▶ **WHAT YOU WILL DO**: From the records below, set down exactly the lines starting with the line that contains "for (const [x, y, w]" and going on through the line that contains "trace(box, '#22223b', 2);". Nothing else is wanted.

Stored dataset items:

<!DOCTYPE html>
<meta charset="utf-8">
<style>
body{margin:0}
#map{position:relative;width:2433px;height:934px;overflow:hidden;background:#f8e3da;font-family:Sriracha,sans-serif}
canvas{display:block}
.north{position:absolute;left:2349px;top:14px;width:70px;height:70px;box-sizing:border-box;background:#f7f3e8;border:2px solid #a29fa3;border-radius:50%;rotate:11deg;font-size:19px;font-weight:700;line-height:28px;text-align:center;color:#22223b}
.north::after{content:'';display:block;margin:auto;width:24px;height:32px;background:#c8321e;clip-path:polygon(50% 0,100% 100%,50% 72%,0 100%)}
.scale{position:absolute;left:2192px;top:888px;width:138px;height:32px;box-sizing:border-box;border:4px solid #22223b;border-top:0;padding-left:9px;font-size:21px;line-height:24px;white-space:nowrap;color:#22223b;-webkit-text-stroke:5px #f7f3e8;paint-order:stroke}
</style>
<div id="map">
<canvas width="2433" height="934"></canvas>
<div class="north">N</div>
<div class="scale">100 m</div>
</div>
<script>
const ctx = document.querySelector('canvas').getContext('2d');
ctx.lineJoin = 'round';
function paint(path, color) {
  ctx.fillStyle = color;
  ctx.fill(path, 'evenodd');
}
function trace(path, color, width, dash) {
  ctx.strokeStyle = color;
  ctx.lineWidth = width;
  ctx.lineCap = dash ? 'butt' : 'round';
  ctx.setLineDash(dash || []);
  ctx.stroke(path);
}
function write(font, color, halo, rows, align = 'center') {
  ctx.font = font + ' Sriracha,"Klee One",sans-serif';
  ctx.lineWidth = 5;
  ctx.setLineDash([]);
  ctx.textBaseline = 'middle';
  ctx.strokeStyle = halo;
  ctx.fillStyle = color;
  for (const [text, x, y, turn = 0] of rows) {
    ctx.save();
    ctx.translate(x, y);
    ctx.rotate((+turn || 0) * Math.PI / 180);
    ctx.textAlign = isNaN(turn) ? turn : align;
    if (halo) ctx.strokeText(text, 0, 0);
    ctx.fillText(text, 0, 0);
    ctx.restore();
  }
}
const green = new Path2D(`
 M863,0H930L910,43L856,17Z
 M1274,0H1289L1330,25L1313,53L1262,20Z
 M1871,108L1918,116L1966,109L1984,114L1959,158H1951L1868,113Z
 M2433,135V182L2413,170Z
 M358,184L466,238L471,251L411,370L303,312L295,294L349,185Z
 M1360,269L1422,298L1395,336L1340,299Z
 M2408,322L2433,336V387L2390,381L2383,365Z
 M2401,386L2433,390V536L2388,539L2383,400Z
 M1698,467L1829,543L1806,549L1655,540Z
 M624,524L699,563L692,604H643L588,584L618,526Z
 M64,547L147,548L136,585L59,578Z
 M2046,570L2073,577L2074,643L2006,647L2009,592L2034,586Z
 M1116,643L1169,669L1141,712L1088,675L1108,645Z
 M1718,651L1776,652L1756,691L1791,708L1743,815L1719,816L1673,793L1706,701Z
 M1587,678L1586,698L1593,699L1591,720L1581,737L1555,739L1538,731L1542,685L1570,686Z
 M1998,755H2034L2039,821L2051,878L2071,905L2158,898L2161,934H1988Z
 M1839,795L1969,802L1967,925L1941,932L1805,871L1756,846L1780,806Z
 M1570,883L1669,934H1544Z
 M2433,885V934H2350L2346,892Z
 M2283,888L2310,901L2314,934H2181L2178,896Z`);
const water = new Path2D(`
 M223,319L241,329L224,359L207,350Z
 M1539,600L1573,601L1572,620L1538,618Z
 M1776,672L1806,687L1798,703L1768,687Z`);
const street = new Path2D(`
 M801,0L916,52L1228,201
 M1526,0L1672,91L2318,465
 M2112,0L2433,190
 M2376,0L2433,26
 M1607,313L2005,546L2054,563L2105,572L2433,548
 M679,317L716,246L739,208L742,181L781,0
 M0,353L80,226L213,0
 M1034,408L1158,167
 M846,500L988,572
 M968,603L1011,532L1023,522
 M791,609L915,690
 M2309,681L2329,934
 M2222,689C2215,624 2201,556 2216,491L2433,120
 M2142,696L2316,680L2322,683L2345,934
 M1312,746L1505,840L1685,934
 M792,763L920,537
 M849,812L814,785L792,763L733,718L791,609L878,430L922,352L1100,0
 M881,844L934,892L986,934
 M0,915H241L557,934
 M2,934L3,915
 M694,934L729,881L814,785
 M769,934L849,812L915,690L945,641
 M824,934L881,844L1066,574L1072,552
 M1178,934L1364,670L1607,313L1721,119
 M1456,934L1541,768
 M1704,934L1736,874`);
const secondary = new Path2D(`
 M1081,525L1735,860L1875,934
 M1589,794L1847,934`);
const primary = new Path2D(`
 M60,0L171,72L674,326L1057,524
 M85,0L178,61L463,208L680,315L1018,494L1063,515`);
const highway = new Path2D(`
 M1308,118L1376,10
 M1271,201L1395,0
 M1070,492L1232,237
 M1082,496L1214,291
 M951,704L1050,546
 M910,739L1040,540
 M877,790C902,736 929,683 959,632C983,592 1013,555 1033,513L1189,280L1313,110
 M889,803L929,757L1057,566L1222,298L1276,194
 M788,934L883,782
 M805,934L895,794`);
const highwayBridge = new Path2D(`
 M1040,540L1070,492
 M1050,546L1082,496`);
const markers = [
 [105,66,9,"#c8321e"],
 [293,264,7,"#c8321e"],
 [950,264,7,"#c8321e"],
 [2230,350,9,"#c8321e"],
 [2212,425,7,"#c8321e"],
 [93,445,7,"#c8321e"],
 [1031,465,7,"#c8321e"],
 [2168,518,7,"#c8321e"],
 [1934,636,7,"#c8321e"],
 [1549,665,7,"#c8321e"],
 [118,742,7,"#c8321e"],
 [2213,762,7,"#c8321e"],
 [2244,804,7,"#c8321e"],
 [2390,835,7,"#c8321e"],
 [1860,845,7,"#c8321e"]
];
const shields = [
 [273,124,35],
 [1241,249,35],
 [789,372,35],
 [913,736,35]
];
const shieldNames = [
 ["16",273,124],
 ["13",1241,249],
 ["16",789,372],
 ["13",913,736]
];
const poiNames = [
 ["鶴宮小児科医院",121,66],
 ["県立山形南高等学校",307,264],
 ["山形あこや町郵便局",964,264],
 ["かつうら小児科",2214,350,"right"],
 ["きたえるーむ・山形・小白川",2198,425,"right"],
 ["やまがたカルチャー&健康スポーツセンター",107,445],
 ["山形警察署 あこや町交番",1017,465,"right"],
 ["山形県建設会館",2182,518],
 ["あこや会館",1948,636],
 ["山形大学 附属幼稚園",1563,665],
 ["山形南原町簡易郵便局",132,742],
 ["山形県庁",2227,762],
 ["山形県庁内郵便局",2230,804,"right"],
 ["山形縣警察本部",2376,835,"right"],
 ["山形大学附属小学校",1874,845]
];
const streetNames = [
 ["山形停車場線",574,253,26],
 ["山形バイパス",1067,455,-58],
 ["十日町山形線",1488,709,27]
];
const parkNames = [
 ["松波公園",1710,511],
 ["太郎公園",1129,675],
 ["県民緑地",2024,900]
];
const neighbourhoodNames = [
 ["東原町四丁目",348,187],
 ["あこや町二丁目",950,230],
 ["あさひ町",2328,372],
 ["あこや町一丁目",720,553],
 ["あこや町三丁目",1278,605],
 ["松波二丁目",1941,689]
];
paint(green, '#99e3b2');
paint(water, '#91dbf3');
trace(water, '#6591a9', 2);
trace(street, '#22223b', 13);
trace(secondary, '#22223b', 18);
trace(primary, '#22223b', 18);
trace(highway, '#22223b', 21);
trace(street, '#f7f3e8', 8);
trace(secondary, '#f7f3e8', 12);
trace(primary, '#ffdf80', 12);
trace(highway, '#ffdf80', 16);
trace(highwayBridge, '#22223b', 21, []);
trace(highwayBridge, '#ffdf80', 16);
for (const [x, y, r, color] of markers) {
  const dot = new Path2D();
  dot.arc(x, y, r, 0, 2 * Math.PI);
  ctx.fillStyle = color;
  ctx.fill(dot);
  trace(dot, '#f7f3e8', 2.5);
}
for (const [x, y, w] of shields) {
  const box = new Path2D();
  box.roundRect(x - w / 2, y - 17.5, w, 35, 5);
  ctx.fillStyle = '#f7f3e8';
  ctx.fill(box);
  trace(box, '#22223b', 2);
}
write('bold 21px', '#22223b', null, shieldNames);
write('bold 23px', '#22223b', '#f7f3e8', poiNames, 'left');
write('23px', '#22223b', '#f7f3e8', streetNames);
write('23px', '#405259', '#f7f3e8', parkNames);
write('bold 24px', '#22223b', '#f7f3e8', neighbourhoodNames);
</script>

▶ **REPLY**:
for (const [x, y, w] of shields) {
  const box = new Path2D();
  box.roundRect(x - w / 2, y - 17.5, w, 35, 5);
  ctx.fillStyle = '#f7f3e8';
  ctx.fill(box);
  trace(box, '#22223b', 2);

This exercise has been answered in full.